When I first moved to New England and the Florida boy was grumping about the lack of beaches; I was told that I would come to appreciate the rocky coastline. In the height of summer that was never exactly true. I wanted soft grainy sand to lay out on not craggy outcrops. Where it became true was when we would venture out late in the fall, north towards Maine. With some chill in the air as we would walk along the rocks, hopping from one to the other, there was a complex scent in the air as the minerality of the rocks mixed with the sea spray. Along with bright late fall sunshine this was an aquatic kind of perfume I could want. Just as I headed into the fall of this year I received my sample of L’Artisan Parfumeur Un Air de Bretagne which reminded me of those rocky coastlines.

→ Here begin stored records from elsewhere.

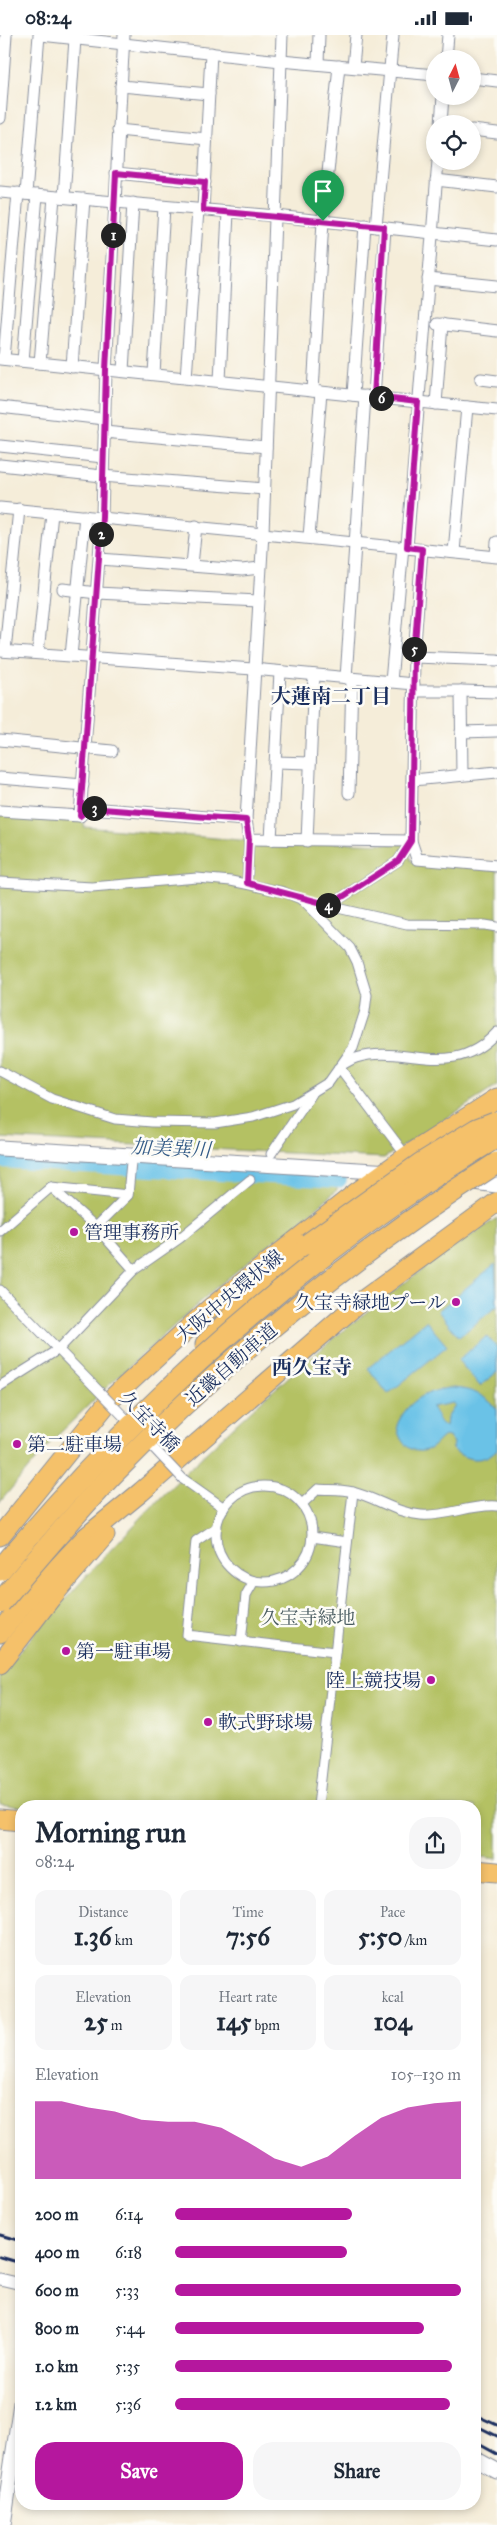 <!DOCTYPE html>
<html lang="en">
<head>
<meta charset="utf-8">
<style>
	:root { --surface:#fff; --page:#f6f6f7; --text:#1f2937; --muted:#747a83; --accent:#b5179e }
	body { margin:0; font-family:"IM FELL Great Primer","Noto Serif JP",serif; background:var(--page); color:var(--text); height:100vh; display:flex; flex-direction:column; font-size:19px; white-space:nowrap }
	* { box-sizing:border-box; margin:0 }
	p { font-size:16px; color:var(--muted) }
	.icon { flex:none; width:28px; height:28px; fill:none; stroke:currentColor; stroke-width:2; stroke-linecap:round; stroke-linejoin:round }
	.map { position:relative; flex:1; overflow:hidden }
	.side { position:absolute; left:15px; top:1765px; width:466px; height:710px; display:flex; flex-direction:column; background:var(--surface); border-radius:20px; box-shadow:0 2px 8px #0003 }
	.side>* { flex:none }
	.needle { width:32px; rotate:6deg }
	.controls { position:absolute; left:426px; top:15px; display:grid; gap:10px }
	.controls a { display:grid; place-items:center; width:55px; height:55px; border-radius:50%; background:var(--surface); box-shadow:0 2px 8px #0003; font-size:25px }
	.pin { position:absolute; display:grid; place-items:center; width:42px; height:42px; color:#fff; margin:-51px -21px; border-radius:50% 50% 50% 0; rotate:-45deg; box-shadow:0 0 5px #0007 }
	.pin .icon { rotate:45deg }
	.km { position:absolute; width:25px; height:25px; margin:-12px; border-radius:50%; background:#222; color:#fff; font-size:14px; line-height:25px; text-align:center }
	.round { display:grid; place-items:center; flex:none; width:52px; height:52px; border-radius:20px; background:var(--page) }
	.headline { display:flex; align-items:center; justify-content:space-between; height:85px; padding:0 20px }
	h1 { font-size:28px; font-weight:700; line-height:38px }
	.stats { display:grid; grid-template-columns:repeat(3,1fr); gap:8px; height:85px; padding:5px 20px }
	.stats div { display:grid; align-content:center; border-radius:12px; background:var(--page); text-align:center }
	.stats b { font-size:25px; font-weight:700 }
	.stats small { font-size:14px; font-weight:400 }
	.stats p { font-size:14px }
	.chart { height:140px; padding:10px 20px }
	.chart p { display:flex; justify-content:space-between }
	.chart svg { width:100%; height:90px; margin-top:5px; fill:var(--accent); opacity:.7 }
	.cta { display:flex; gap:10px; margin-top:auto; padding:10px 20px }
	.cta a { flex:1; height:58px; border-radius:20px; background:var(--accent); color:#fff; font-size:20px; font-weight:700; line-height:58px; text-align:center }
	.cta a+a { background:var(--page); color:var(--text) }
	ul { padding:0 20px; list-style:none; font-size:16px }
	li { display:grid; grid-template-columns:80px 60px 1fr; align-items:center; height:38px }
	li i { height:12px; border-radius:6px; background:var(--accent) }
	.status { display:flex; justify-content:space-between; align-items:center; height:35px; padding:0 25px; background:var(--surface); direction:ltr }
	.status svg { height:14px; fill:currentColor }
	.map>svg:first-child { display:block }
</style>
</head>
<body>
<div class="status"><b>08:24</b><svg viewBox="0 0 49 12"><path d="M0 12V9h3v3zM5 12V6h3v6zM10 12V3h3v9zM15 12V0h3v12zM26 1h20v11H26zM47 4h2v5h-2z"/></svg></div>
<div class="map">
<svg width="497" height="2490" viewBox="0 0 497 2490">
	<rect width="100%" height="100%" fill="#fdfcf7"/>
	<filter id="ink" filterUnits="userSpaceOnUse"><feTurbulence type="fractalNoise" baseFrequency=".02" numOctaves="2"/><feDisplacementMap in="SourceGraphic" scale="10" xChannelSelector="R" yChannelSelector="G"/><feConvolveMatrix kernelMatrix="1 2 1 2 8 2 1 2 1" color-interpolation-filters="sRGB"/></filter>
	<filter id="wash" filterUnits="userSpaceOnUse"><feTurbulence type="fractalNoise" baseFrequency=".0096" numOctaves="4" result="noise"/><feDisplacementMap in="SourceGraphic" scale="20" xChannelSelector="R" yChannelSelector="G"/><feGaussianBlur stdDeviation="1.12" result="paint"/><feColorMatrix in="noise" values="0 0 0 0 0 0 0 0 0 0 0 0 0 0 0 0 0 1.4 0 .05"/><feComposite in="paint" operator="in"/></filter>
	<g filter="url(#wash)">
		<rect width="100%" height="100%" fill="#f5edd9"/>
		<g fill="#b4c163" stroke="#687860">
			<polygon points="0,779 84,784 84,792 251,806 407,809 411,826 497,835 497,1051 384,1123 0,1103"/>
			<polygon points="0,1128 337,1146 337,1155 285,1200 281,1200 212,1256 108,1351 50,1408 0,1467"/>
			<path d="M 497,1183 L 497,1824 L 475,1821 L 475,1771 L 21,1772 L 0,1769 L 0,1641 L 4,1634 C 151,1463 307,1307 497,1183 Z"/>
		</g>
		<g fill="#6ac2e7" stroke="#4278a2" fill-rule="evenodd">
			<polygon points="495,1229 497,1271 459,1302 438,1276"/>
			<polygon points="426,1286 447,1311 388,1359 368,1333"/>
			<polygon points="487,1301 497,1313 497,1337 480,1351 458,1325"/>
			<path d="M 448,1353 C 468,1353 483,1358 497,1374 L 497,1414 C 484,1429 464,1426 452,1413 L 453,1408 L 449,1402 L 444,1401 C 438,1405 435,1411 429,1414 C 411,1422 398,1406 397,1390 C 407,1367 424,1357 448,1353 ZM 453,1368 L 455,1371 L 447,1383 L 446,1391 L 442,1390 L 432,1372 Z"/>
		</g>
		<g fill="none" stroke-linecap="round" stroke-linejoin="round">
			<polyline stroke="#6ac2e7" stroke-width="18" points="0,1124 338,1144"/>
		</g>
	</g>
	<g filter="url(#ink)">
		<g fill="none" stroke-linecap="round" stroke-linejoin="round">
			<g stroke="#888e9c" stroke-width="11">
				<g id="pedestrian">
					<polyline points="0,847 92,852 197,843 231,846 284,857 303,865 350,913 357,927 367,960 365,976 353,1013 329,1047 293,1069 253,1082 215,1088 152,1087 115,1084 52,1064 0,1036"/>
					<polyline points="247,848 249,804"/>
					<polyline points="303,865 407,889 485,890 497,892"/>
					<polyline points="330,870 398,826 411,806"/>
					<path d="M 401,1114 L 339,1032 C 344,1029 350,1025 356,1023 C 405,1008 452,1047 497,997"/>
					<polyline points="271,1119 312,1059"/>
					<polyline points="51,1152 96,1192 134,1235"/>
					<polyline points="128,1160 131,1127"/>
					<polyline points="0,1196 51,1152 128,1160 96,1192"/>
					<polyline points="0,1255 94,1351"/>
					<polyline points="0,1351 59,1314 134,1235 180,1203 250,1145"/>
					<polyline points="183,1444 224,1473"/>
					<circle cx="264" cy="1499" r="48"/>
					<path d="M 302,1469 L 318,1454 C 329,1455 342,1454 353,1457 C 377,1463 396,1478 421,1480 C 447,1482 471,1469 497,1471"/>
					<polyline points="217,1492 196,1506 187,1600 335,1617"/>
					<polyline points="312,1502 347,1507"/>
					<polyline points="241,1607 246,1560 254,1546"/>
					<polyline points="318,1771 353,1457"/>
				</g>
			</g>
			<g stroke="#888e9c" stroke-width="13">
				<g id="minor">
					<polyline points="41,0 281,26 435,40"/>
					<polyline points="282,0 263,498 246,785 249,804 411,806"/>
					<polyline points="446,24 448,0"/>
					<polyline points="318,29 319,0"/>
					<polyline points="353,32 356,0"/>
					<polyline points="472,43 497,46"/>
					<polyline points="121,51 209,59"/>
					<polyline points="0,83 6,0"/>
					<polyline points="441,89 443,61"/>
					<polyline points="118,95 207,104"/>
					<polyline points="472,95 497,98"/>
					<polyline points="116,138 205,147"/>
					<polyline points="436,145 497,152"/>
					<polyline points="0,157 276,181 497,205"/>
					<polyline points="26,159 39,0"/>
					<polyline points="64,162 75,4"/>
					<polyline points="203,175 211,18"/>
					<polyline points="376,192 393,0"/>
					<polyline points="428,244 497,251"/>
					<polyline points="437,289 497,296"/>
					<polyline points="0,324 497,375"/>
					<polyline points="4,324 18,158"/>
					<polyline points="23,326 37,160"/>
					<polyline points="40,328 54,162"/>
					<polyline points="72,332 84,164"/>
					<polyline points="123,336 133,168"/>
					<polyline points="154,339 164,172"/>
					<polyline points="186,343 198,175"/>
					<polyline points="481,344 497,346"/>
					<polyline points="220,346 228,177"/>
					<polyline points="313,356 323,186 339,31"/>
					<polyline points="353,360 365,190"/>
					<polyline points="374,362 385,193"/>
					<polyline points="436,369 442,289"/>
					<polyline points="0,372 104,384"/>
					<polyline points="104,397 266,412"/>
					<polyline points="0,411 103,422"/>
					<polyline points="0,430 102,441 265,454"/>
					<polyline points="0,473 497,522"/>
					<polyline points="309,502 321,357"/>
					<polyline points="407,512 438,126"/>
					<polyline points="422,514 414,622 411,806 417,824 497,831"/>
					<polyline points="454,517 467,372"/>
					<polyline points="496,521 497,507"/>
					<polyline points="100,524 242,535 260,533"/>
					<polyline points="192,530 196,491"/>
					<polyline points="63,554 97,558 258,566"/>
					<polyline points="0,616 253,634 414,649"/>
					<polyline points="5,616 19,474"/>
					<polyline points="38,618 52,478"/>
					<polyline points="71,621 85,481"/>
					<polyline points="414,622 497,625"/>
					<polyline points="346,643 365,361"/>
					<polyline points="391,647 403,511"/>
					<polyline points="414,656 461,656"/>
					<polyline points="461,697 497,696"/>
					<polyline points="0,705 112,716"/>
					<polyline points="275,727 310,728"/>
					<polyline points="462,740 461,656 497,657"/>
					<polyline points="0,743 83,750"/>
					<polyline points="413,745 497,737"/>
					<polyline points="349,758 352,643"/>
					<polyline points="0,776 80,781 89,773 246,785"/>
					<polyline points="80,781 102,482 106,335 124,0"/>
					<polyline points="271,805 280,637"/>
					<polyline points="307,806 314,640"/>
					<polyline points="0,2244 21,2249"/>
				</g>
			</g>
			<g stroke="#888e9c" stroke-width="17">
				<g id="tertiary">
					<polyline points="0,1113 391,1137"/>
					<polyline points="466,1146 497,1150"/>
					<polyline points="475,2424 497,2436"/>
					<polyline points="3,2490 21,2368"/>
				</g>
			</g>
			<g stroke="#888e9c" stroke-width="21">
				<g id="primary">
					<polyline points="0,1501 109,1366 209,1274 357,1157 410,1119 497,1063"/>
					<polyline points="0,1598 23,1569 86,1502 141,1457 355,1271 497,1167"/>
					<polyline points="0,1629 51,1563 105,1500"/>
					<polyline points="0,1784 21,1786"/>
					<polyline points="475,1835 497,1837"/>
				</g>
			</g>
			<g stroke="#888e9c" stroke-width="23">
				<polyline id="motorway" points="206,1309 272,1240 308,1209"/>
			</g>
			<use href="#pedestrian" stroke="#fff" stroke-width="9"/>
			<use href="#minor" stroke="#fff" stroke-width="11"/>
			<use href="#tertiary" stroke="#fff" stroke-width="15"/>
			<use href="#primary" stroke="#f5c16b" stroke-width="19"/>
			<use href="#motorway" stroke="#f5c16b" stroke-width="21"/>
			<g stroke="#1b2f5e" stroke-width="3">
				<polyline points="0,2200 21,2206"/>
				<polyline points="0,2222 21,2228"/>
				<polyline points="475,2380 497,2390"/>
				<polyline points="475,2390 497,2401"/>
				<polyline points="475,2407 497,2419"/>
			</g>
			<g stroke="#888e9c" stroke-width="11" stroke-linecap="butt">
				<g id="pedestrian-bridge">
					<polyline points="94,1351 132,1390"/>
					<polyline points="146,1405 183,1444"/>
				</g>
			</g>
			<g stroke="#888e9c" stroke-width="23" stroke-linecap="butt">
				<g id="motorway-bridge">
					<polyline points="308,1209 420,1129 477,1094 495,1087"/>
					<path d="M 0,1535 C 141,1366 308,1216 497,1102"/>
					<path d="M 0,1568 C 36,1525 73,1481 112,1440 C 228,1321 357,1217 497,1128"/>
				</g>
			</g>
			<use href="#pedestrian-bridge" stroke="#fff" stroke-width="9"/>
			<use href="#motorway-bridge" stroke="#f5c16b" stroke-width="21"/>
		</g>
	</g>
	<g fill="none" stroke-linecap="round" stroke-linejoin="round" filter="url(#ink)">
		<g stroke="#fff" stroke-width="10">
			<polygon id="route" points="116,138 205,147 203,175 384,192 374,362 418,367 407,512 422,514 414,622 411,806 398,826 330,870 247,848 249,804 246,785 89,773 80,781 102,482 106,335"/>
		</g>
		<use href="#route" stroke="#b5179e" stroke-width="6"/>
	</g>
	<g fill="#b5179e" stroke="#fdfcf7" stroke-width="2">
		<circle cx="74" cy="1197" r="5"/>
		<circle cx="456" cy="1267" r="5"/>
		<circle cx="17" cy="1409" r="5"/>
		<circle cx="66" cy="1616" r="5"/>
		<circle cx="431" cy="1645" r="5"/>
		<circle cx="208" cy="1687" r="5"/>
	</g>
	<g text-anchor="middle" stroke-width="5" stroke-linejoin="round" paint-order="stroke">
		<g font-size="19" fill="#1b2f5e" stroke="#fdfcf7" text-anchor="start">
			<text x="84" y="1204">管理事務所</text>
			<text x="446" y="1274" text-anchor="end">久宝寺緑地プール</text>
			<text x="27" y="1416">第二駐車場</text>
			<text x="76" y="1623">第一駐車場</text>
			<text x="421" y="1652" text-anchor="end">陸上競技場</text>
			<text x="218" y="1694">軟式野球場</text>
		</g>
		<g font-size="19" fill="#1b2f5e" stroke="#fdfcf7">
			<text transform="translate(229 1261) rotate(-40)" y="7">大阪中央環状線</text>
			<text transform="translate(231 1329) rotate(-41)" y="7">近畿自動車道</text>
			<text transform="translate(150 1386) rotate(46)" y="7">久宝寺橋</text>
		</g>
		<g font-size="19" fill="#495b60" stroke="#fdfcf7">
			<text x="308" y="1589">久宝寺緑地</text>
		</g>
		<g font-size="20" font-weight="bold" fill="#1b2f5e" stroke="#fdfcf7">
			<text x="331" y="668">大蓮南二丁目</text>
			<text x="312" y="1339">西久宝寺</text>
		</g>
		<g font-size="20" font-style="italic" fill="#335b87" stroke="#fdfcf7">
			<text transform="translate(171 1113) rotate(3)" y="7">加美巽川</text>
		</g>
	</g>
</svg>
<div class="controls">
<a><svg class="needle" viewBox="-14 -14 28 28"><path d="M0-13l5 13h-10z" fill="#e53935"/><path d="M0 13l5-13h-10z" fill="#747a83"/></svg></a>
<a><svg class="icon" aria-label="locate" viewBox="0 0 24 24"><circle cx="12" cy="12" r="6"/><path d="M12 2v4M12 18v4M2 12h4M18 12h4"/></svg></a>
</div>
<div class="pin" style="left:323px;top:186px;background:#1e9e55"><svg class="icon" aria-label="arrive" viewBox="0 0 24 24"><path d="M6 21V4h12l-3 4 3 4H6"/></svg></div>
<b class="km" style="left:113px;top:200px">1</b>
<b class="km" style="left:101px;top:499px">2</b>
<b class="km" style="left:94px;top:773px">3</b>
<b class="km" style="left:328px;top:870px">4</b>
<b class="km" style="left:414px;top:614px">5</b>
<b class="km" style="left:381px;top:363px">6</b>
<section class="side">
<div class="headline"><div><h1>Morning run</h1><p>08:24</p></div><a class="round"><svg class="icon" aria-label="share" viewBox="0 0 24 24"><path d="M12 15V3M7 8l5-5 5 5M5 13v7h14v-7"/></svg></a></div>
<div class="stats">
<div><p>Distance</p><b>1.36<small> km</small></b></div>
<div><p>Time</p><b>7:56</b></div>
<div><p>Pace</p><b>5:50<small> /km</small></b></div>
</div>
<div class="stats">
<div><p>Elevation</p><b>25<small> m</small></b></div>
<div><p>Heart rate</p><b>145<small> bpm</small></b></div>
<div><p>kcal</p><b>104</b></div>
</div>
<div class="chart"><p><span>Elevation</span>105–130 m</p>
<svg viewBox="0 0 160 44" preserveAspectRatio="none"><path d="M0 44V6L10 6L20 9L30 11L40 15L50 16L60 16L70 19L80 26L90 34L100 38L110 33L120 23L130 14L140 9L150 7L160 6V44z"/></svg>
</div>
<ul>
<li><b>200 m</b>6:14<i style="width:62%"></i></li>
<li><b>400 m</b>6:18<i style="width:60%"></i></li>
<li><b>600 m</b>5:33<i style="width:100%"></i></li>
<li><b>800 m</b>5:44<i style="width:87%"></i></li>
<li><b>1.0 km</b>5:35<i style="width:97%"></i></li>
<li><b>1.2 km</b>5:36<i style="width:96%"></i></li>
</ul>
<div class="cta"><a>Save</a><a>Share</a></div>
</section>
</div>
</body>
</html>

Un Air de Bretagne was based on what I think is the French equivalent to Maine; the Brittany coast. Perfumer Juliette Karagueuzoglou uses many of the popular ingredients you fine in the aquatic style of perfume but she manages to give them a little more heft evoking the fall rather than the apex of summer.

Juliette Karagueuzoglou

The best example of her adding something to the ordinary comes right at the beginning as Calone is part of the sea spray accord. Calone is this classic ingredient but in Un Air de Bretagne M. Karagueuzoglou wants to capture a more kinetic crash of big waves against the algae covered boulders. So, she adds some of those green algae-like accords along with a kind of iodized note. It takes the Calone and transforms it into something different than almost every other fragrance which relies on it. There is more energy to it as the melon-like quality is covered over by the green and mineral aspects. She perfectly captures that fall day when the spray hangs heavier in the air. A softer style of green comes as neroli comes out of the sea spray and sends the perfume towards a base of ambergris and cedar.

Un Air de Bretagne has 8-10 hour longevity and average sillage.

I have mentioned many times how much the aquatic genre has evolved, especially over the last three or four years. Un Air de Bretagne is one of those next generation aquatics. I have become a fan of the genre again because some of our most talented perfumers are finding new ways to display old tropes. M. Karagueuzoglou has shown that there is still plenty to explore on the rocky coastline of Un Air de Bretagne.

Disclosure: this review is based on a sample provided by L’Artisan Parfumeur.